*** Records supplied ***

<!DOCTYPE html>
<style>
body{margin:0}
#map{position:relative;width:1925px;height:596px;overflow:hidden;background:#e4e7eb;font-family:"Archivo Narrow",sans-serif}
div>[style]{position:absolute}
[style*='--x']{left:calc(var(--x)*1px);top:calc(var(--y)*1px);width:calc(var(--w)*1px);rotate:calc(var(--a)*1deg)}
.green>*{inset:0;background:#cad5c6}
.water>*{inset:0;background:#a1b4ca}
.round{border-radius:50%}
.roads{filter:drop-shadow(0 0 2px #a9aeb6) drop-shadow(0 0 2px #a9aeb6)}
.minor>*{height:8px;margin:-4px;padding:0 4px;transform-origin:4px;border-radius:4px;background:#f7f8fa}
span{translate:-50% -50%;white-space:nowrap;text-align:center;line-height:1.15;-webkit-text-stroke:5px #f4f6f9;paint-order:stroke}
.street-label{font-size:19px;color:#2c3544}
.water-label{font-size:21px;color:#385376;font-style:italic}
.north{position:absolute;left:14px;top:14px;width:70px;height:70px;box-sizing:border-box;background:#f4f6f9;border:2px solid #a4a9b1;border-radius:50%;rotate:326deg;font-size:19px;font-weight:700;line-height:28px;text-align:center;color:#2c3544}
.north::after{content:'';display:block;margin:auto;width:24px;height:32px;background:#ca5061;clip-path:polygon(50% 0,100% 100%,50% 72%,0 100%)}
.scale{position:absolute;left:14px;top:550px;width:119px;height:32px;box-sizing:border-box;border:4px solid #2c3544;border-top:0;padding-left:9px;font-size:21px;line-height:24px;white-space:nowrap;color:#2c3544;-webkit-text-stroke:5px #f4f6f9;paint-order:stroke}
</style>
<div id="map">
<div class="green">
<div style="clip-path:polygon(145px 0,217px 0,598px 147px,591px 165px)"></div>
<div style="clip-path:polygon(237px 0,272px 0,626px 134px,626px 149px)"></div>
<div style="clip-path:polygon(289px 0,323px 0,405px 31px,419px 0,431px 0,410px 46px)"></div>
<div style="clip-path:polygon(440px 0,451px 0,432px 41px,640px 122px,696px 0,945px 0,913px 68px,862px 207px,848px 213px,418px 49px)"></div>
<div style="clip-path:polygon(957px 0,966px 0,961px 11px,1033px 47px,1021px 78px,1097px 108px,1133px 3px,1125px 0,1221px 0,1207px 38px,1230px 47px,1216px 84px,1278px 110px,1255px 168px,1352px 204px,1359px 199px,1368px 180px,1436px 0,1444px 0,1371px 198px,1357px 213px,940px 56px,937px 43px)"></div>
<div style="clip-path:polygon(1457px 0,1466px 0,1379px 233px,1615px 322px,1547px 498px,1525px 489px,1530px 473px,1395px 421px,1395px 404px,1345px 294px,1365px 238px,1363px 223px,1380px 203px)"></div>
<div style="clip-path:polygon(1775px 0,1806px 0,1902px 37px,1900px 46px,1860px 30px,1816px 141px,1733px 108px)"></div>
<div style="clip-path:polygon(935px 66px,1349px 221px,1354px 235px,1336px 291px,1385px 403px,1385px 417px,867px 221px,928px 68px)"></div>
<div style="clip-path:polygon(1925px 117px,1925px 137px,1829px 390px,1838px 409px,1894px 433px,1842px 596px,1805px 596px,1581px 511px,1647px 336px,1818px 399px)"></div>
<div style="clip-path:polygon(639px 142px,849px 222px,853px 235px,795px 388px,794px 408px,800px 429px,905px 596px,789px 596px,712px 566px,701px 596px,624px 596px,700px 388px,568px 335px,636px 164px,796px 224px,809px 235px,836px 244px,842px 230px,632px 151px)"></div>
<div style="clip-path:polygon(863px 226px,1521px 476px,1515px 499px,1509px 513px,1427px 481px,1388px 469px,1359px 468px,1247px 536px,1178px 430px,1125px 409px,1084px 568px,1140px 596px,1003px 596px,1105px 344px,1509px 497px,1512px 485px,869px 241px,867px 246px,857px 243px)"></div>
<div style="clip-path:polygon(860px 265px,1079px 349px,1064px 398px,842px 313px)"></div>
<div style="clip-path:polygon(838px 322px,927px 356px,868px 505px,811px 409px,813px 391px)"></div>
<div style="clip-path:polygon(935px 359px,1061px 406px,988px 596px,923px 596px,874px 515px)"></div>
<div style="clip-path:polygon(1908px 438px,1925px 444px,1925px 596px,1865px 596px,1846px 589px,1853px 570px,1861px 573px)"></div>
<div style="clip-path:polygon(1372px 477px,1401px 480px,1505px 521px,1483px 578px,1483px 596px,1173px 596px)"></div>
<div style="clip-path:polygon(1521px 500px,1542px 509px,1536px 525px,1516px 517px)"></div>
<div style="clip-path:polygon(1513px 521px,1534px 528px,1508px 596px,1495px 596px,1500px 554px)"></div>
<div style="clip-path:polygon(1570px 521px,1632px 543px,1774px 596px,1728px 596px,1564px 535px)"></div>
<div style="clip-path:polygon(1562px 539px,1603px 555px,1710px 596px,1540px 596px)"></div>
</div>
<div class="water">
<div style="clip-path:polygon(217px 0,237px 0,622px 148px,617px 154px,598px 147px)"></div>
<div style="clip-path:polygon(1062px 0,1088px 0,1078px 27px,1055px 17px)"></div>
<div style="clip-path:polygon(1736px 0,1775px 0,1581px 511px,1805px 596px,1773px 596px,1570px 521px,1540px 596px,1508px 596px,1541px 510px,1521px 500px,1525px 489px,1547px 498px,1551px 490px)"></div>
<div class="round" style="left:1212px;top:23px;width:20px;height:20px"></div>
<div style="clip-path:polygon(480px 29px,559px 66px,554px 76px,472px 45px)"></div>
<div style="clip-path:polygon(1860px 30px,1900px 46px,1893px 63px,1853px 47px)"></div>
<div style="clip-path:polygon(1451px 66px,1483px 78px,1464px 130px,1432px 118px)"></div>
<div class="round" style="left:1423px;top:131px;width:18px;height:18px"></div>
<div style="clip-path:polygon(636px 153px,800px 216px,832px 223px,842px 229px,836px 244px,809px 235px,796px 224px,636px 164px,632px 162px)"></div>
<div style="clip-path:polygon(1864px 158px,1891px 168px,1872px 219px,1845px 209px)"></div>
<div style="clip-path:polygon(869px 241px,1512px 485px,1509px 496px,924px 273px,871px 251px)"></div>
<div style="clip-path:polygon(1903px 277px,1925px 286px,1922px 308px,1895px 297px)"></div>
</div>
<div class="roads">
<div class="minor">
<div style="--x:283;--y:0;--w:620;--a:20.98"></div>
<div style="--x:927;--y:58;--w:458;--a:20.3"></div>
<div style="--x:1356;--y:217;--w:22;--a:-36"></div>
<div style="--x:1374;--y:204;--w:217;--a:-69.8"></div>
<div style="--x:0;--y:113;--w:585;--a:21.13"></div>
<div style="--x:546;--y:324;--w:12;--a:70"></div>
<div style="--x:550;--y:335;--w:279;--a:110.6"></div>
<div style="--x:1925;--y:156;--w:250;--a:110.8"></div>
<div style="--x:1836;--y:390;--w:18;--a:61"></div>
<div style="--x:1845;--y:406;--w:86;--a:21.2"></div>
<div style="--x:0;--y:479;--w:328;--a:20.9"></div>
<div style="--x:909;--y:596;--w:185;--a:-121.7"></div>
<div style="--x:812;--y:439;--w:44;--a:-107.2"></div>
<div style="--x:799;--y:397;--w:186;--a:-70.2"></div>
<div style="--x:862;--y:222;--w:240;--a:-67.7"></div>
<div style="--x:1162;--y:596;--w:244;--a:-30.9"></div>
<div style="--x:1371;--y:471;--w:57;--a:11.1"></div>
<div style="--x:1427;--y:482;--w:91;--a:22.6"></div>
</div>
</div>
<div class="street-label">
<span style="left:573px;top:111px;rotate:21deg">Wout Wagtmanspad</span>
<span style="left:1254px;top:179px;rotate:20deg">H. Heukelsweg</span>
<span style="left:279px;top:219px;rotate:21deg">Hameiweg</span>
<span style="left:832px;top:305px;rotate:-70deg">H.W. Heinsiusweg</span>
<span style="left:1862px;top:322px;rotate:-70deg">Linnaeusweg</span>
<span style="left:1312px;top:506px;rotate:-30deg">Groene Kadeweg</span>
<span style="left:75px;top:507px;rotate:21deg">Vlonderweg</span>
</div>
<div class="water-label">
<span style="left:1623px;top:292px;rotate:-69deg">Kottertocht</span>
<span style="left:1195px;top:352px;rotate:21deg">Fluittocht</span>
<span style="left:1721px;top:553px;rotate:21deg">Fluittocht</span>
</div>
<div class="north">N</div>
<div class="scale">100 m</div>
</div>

***

▶ [Exercise details]:
Every line above in which the word "roads" is present must be copied into the answer.

▶ [Solution to this exercise]:
.roads{filter:drop-shadow(0 0 2px #a9aeb6) drop-shadow(0 0 2px #a9aeb6)}
<div class="roads">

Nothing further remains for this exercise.